2013-07-11 21:39:34 | 政治経済

安倍首相がここにきて、「日本を誇りある国にしていくためにも憲法改正にもしっかりと取り組んでいく」(6日、京都)と口にしはじめた。安倍政権の改憲策動の新たな特徴は、集団的自衛権容認という当面の主要な改憲目標を解釈改憲の手法で実行しようとしていること、同時に、96条改憲を先行することで明文改憲をも実行しようとしていることの二点である。安倍政権は、参院選においても改憲問題を争点のひとつに設定し、参院選後の新たな政治的配置のもとで、かかる二つの内容を持った改憲を強行しようとしている。実に容易ならぬ事態である(渡辺治「安倍改憲論の背景とねらい・その新たな特徴」『法と民主主義2013.6/No.479』)。

 

戦後日本は、国会における改憲の最大の障害物であった社会党を小沢「政治改革」で葬り去るまで、日米安保+9条のバランスを維持してきた。政府による憲法9条解釈は、自衛隊による海外での武力行使を禁止し、集団的自衛権行使も認められないとしてきた。ところが、冷戦が終焉した90年代以降、社会主義圏の崩壊で、文字どおり地球規模で多国籍企業が跋扈する自由な資本主義市場秩序が世界に広がり、世界の政治経済は激変した。唯一の覇権国となったアメリカが、拡大した自由市場秩序の「警察官」の役割を引き受けたが、アメリカは、同じく自由な市場秩序の恩恵を被りながら、日米安保の負担だけで、海外でアメリカ軍とともに血を流そうとしない自衛隊に苛立ちを強めた。

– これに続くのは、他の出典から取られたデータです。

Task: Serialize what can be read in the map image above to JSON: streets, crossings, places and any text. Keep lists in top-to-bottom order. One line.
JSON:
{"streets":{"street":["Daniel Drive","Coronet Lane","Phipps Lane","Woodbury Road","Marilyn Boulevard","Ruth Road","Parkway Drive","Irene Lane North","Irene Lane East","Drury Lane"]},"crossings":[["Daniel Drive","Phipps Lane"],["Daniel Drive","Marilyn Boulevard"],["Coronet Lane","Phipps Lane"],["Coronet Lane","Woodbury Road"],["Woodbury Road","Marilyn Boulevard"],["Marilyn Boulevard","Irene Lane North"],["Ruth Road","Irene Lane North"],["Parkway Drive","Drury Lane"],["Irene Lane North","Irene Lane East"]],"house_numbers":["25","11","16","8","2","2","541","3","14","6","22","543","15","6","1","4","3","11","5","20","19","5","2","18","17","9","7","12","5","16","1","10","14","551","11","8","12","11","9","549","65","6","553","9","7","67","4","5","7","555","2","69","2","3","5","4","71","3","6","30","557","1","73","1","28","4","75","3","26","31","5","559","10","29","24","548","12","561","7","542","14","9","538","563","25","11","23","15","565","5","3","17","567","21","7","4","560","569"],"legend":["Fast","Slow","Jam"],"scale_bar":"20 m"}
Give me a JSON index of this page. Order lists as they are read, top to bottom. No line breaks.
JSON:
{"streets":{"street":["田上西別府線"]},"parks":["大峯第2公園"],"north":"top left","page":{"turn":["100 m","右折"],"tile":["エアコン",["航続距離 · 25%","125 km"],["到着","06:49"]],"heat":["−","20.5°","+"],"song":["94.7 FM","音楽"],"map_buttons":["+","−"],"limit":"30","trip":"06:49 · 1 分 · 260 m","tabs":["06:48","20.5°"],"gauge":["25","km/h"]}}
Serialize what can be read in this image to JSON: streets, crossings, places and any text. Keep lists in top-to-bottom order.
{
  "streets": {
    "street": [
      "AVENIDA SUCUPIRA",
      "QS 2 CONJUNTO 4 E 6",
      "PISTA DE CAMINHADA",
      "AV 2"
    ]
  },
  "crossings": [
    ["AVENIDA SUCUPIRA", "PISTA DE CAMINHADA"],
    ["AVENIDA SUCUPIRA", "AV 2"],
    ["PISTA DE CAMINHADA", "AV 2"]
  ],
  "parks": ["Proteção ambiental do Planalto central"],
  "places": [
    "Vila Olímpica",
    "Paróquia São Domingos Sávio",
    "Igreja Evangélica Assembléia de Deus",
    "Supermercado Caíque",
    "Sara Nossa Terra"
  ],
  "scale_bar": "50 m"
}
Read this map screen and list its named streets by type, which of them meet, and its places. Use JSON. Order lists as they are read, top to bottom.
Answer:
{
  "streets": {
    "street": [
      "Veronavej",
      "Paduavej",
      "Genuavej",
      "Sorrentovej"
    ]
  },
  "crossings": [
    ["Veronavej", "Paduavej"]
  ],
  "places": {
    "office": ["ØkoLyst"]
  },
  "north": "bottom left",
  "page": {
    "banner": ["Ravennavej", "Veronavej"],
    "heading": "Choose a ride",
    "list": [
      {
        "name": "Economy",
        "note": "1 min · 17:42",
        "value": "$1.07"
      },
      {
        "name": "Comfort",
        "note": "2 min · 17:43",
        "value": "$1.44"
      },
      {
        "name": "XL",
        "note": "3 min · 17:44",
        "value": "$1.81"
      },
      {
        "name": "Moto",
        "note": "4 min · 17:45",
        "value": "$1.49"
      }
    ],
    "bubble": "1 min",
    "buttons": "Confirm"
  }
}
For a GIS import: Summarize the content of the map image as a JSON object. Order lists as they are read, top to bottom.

これは、海外進出を強める多国籍企業やその政治代理人である安倍首相などの日本の支配層にとっては、まことに面目の立たないことである。自衛隊の海外派兵の要求が日米支配層から強く押し出されるのは、当然のなりゆきであった。

 

自衛隊の海外派兵を行う上で、憲法解釈上の障害は、二つあった。ひとつは、自衛隊の海外派兵はしないとした政府解釈であり、第二は、集団的自衛権の行使は「憲法九条のもとにおいて許容されている……我が国を防衛するための必要最小限度の範囲」を超えるもので認められない、また多国籍軍等への参加もその目的・任務が武力行使を伴うものであれば許されないという解釈であった。小泉首相は、なんとかこの憲法9条の制約を乗り切ろうとして、「派兵」と「派遣」を使い分けようとした。武力行使目的の出動は「派兵」で認められないが、それ以外であれば「派遣」として容認されるというものである。第二の障害については、米軍との共同作戦も武力行使をせず武力行使と一体化しなければ集団的自衛権行使とはならず、また、多国籍軍に参加しても武力行使せずあるいは一体化しなければ合憲だ、という形で、突破をはかった。アフガンやイラクではなんとか武力行使に巻き込まれてないと言い逃れてきたが、米軍や多国籍軍の輸送は、憲法違反であるという判決が名古屋高裁で確定している。憲法9条を厳格に守る限り、自衛隊が海外に出ても、米軍や多国籍軍から、足手まといだと笑われるだけである。しかし、憲法9条がどんなに大事であるかは、ベトナム戦争における韓国軍とベトナムとの痛苦の経験を思い出すだけで十分である。日本が戦前のアジア侵略に加えて戦後のベトナム戦争に参加していたら、どんなことになっていたか。想像することもできない。
9条の解釈改憲ではどうしても米国と一緒に血を流す軍隊になれない。「日本を誇りある国にしていくためにも憲法改正にもしっかりと取り組んでいく」という安倍首相の発言の背景には、このような事情があるのだ

第一次安倍政権は、憲法9条の明文改憲を正面に据えると同時に、「安全保障の法的基盤の再構築に関する懇談会」(安保法制懇)などを使って解釈で穴をあける方策も進めた。改憲手続き法案も強引に可決した。しかし、安倍政権は、安保法制懇の答申をもらう前に退陣してしまい、報告は福田首相に出されたが、没になった。
第二次安倍政権は、もう一度海外での武力行使を可能とする集団的自衛権行使の容認を「解釈」で勝ち取り、9条に大穴をあけて戦争できる軍隊の実質をつくってしまうという攻勢に出ようとしている。9条明文改憲の難しさ、オバマ政権が中国との関係で日本が中国と対立しアジア秩序の撹乱要因になることを望まないこともあって、明文改憲の前に、「集団的自衛権行使解禁」にまず手を付けようとしている。選挙が終われば、首相は、ただちに、すでに復活させてある安保法制懇に報告を出させ、集団的自衛権の行使を禁じた内閣法制局の見解の変更を迫るだろう。続いて、自民党が公約に掲げている「国家安全保障基本法」で集団的自衛権の包括的な行使を認め、9条に大穴を開ける改憲を狙うだろう。 内閣法制局のチェックを回避するために議員立法方式も狙っているといわれている。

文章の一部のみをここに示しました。